Organizational dynamics

The above aspects often apply to individuals. But when we look at an organization as a whole, the effects are also amplified. SOA requires a higher level of collaboration between teams in an organization. Each team or department used to having a higher level of autonomy in terms of managing their budgets, schedules, clients, technology, etc.; relatively independently from other teams. How to find the right balance between organizational consistency and flexibility with sufficient local autonomy, is unfortunately in itself requiring a uniform understanding and approach within the organization. And politics. Not everyone likes to work with everyone, and individuals used to be relatively shielded within their own teams/departments/silos. But SOA requires breaking down the walls of silos, and can expose people more to personalities they may not like to work with, causing more contention among people. If not managed carefully, such as not positively reinforcing the correct behaviors, this can more quickly send the wrong signals to workers and hinder progress. Lastly, strategic thinkers who understand what it takes to do SOA, tend to be the minority in today’s IT organizations which typically focus on tactical goals and are also measured as such. It’s just difficult for a few individuals to influence and steer an organization to adapt new changes.

So what now?

Thus it’s the “how” we do SOA that is the most important. It is the architectural disciplines, organizational cohesion, strategic leadership, etc. that most significantly impact the outcome of SOA efforts. And from that perspective the architectural principles of service-oriented architecture are still sound. In fact, as many people are already jumping into the next new big things such as cloud computing, “service”-oriented or driven concepts and considerations become much more important than before. Furthermore, cloud computing, in my opinion, has to do more about services than simply moving existing on-premises infrastructure into a utility-based cloud.

Perhaps it’s time to take a hard look at each SOA effort and ask the hard questions. Is it really meaningful, or valuable, to do SOA for your organization? Does your enterprise really need real-time process-driven integration, or traditional data integration, or a hybrid model, can suffice? Can people in your organization work collaboratively towards common goals and standards? Does your organization have what it takes to undergo and withstand such transformation? And so forth.
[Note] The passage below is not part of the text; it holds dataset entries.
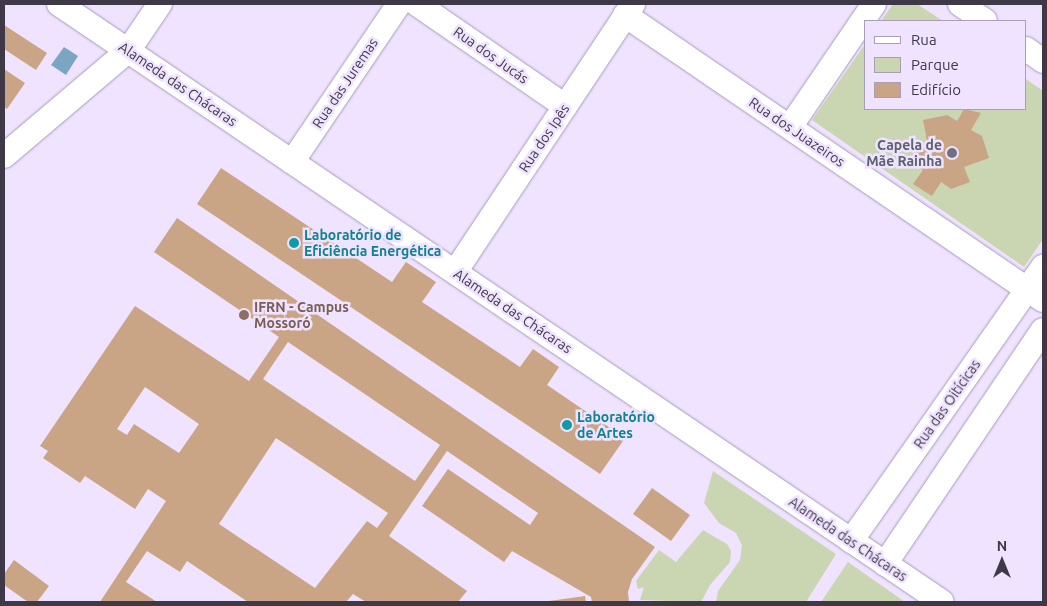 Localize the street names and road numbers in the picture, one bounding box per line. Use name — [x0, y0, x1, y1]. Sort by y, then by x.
street label: Rua dos Jucás — [450, 23, 532, 87]
street label: Rua das Juremas — [309, 35, 381, 131]
street label: Alameda das Chácaras — [116, 38, 240, 130]
street label: Rua dos Juazeiros — [746, 94, 848, 170]
street label: Rua dos Ipês — [515, 101, 573, 175]
street label: Alameda das Chácaras — [451, 265, 575, 357]
street label: Rua das Oitícicas — [910, 356, 984, 452]
street label: Alameda das Chácaras — [786, 493, 910, 585]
This doesn’t mean we should stop doing SOA (and regardless of what name we use to call it), but we should do it for the right reasons, and do it right. And more importantly, having the right people in the right places to see the plan through. This means having the right skills to plan and lead an organization to transform all aspects of data, technology, processes, and people (in knowing how to deal with the human factors mentioned above). There are still very significant benefits that SOA can bring, evident in the few organizations that have been successful with it.

Another lesson that can be learned from this ongoing discussion is that, SOA was deemed unsuccessful because it presented very significant gaps to the way existing IT organizations work today (such as what Dana Gardner mentioned in his post). However, we have to be careful in thinking that “abandoning SOA” and moving on to the next big thing – cloud computing, will solve all of our issues (doesn’t that sound eerily familiar?). It is evident that these gaps present such large gaps to many organizations, that the organizational aspects become the biggest impediments to progress. As technologists it is easy for us to say that the next major innovative technology trend will bring about sweeping changes and transformational benefits. But the reality is, cloud computing, as an extension of SOA, will require even more maturity and competencies in working with SOA to implement successfully. Indeed cloud computing presents a more prominent influencing factor to transform legacy IT, but it won’t make it any easier than SOA did. Organizations that want to take advantage of these transformative technology trends need to not only understand the technologies involved, but really pay attention to planning the organizational and people side of the endeavors.